Look for the word "Duke" in the data below, and copy every line that holds it.
● ● ●
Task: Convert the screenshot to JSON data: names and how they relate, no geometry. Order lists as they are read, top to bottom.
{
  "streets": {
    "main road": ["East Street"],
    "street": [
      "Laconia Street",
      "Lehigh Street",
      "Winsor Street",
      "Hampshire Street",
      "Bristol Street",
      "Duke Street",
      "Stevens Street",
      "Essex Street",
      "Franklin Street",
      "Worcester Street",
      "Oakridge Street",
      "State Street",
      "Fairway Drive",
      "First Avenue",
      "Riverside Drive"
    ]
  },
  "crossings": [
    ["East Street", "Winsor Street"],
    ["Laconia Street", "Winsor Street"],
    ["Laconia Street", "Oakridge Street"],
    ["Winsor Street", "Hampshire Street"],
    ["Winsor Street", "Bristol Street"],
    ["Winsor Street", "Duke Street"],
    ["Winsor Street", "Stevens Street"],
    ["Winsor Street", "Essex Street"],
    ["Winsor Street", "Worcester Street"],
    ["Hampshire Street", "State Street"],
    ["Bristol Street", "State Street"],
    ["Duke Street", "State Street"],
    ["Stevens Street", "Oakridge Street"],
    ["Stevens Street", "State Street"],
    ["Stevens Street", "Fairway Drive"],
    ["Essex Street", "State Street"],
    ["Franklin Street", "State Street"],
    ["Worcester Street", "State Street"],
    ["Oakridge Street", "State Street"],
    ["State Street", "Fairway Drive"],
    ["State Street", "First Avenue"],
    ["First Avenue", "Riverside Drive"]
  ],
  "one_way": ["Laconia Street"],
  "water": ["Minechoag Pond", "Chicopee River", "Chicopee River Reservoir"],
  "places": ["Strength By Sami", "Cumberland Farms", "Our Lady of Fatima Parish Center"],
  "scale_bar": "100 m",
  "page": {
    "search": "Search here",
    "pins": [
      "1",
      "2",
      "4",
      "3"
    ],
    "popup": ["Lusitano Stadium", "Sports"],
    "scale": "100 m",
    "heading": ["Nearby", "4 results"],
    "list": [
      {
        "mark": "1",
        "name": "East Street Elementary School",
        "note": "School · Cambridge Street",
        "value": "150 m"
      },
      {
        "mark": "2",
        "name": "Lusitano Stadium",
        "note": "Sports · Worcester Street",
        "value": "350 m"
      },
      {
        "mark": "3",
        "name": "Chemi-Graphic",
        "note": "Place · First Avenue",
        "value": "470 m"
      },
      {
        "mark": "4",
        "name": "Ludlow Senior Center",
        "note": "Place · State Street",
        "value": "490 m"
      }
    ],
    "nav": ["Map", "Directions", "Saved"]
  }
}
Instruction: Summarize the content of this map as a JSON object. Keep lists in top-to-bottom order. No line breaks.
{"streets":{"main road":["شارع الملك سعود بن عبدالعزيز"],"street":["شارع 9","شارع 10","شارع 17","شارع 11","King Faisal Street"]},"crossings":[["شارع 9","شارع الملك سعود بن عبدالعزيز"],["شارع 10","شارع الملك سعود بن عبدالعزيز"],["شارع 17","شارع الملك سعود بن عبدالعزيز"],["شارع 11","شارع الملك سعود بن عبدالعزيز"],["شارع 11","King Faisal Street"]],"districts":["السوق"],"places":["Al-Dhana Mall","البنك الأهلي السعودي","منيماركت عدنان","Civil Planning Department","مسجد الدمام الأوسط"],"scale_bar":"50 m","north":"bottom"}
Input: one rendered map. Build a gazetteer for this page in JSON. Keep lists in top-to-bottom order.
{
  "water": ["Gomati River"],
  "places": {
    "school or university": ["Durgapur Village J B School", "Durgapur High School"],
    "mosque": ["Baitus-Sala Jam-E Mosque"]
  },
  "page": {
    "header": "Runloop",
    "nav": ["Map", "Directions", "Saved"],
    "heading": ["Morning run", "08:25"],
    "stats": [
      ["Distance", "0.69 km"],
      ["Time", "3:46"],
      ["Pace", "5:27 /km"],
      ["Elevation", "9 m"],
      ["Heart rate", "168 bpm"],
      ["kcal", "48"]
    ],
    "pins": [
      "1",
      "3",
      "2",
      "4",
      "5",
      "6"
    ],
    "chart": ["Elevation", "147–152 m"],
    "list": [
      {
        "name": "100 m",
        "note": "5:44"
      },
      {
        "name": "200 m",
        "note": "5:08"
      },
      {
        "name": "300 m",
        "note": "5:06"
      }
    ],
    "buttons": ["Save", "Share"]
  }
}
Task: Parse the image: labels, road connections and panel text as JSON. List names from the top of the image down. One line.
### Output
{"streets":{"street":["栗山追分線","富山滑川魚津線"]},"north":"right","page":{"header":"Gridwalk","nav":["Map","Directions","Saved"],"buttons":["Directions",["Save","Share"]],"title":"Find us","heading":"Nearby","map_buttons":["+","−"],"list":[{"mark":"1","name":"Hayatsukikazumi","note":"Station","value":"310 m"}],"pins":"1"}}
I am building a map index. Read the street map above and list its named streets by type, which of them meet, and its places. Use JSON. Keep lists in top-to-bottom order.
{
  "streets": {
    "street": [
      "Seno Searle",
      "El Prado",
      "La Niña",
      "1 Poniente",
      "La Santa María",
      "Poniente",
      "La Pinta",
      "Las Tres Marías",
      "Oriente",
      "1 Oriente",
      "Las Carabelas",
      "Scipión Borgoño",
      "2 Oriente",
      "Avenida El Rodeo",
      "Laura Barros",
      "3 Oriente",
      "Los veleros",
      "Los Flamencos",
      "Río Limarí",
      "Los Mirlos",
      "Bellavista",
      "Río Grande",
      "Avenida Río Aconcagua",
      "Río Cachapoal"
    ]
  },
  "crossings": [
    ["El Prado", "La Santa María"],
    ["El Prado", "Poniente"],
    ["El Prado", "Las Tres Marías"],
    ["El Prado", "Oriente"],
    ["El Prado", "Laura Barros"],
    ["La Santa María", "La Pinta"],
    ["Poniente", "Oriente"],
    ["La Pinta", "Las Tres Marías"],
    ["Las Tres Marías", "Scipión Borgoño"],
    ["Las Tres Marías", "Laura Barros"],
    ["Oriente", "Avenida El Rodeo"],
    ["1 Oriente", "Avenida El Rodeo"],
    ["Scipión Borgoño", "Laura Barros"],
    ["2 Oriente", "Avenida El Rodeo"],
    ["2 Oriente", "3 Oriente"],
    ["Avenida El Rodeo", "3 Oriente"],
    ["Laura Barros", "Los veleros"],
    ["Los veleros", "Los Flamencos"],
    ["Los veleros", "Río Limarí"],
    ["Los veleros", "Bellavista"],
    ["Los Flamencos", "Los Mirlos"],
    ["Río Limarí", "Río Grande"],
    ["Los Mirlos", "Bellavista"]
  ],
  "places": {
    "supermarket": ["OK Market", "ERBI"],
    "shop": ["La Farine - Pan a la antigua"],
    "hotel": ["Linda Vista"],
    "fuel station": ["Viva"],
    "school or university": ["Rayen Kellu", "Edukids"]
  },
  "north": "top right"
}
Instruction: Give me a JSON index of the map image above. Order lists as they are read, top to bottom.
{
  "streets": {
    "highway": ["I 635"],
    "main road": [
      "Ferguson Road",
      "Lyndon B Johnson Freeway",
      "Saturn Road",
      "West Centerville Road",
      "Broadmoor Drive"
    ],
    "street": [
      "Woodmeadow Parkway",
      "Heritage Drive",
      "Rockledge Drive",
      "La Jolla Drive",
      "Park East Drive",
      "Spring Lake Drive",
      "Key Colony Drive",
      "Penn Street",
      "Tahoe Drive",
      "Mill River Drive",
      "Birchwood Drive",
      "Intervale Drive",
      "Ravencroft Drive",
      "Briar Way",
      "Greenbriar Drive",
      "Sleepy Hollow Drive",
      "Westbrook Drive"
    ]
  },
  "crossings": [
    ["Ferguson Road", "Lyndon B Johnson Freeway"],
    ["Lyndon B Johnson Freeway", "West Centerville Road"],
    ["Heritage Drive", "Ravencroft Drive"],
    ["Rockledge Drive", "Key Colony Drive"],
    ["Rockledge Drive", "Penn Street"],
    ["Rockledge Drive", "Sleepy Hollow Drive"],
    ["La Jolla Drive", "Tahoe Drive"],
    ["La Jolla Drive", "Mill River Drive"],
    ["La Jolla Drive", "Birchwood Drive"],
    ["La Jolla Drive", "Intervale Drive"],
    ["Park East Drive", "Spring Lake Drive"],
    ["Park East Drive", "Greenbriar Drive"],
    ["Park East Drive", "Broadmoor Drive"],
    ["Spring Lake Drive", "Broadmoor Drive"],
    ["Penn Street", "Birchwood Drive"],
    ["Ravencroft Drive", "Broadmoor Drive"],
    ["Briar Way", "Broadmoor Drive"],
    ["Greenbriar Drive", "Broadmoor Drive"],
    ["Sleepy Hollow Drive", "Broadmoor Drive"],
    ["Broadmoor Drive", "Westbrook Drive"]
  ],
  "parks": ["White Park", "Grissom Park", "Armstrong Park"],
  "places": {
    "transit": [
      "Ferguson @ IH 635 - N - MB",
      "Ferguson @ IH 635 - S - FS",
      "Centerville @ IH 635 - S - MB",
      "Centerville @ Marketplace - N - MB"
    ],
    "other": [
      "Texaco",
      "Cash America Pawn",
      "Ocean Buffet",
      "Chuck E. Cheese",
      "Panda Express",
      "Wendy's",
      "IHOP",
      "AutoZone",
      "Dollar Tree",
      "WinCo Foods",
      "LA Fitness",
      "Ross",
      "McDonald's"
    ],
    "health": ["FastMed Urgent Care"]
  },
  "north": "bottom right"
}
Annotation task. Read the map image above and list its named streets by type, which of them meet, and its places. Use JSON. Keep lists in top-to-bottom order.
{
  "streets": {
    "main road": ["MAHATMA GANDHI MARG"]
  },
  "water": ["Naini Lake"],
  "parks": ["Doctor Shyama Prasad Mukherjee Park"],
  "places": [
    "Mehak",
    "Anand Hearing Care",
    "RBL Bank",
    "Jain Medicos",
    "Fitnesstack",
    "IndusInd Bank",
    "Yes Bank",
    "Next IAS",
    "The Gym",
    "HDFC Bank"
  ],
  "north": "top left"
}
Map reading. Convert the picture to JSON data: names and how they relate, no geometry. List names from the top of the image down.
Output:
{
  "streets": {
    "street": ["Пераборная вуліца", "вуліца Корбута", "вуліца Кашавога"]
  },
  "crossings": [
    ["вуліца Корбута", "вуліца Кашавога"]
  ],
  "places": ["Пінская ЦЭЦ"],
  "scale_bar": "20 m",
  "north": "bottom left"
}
● ● ●
◆ Task output
      "Duke Street",
    ["Winsor Street", "Duke Street"],
    ["Duke Street", "State Street"],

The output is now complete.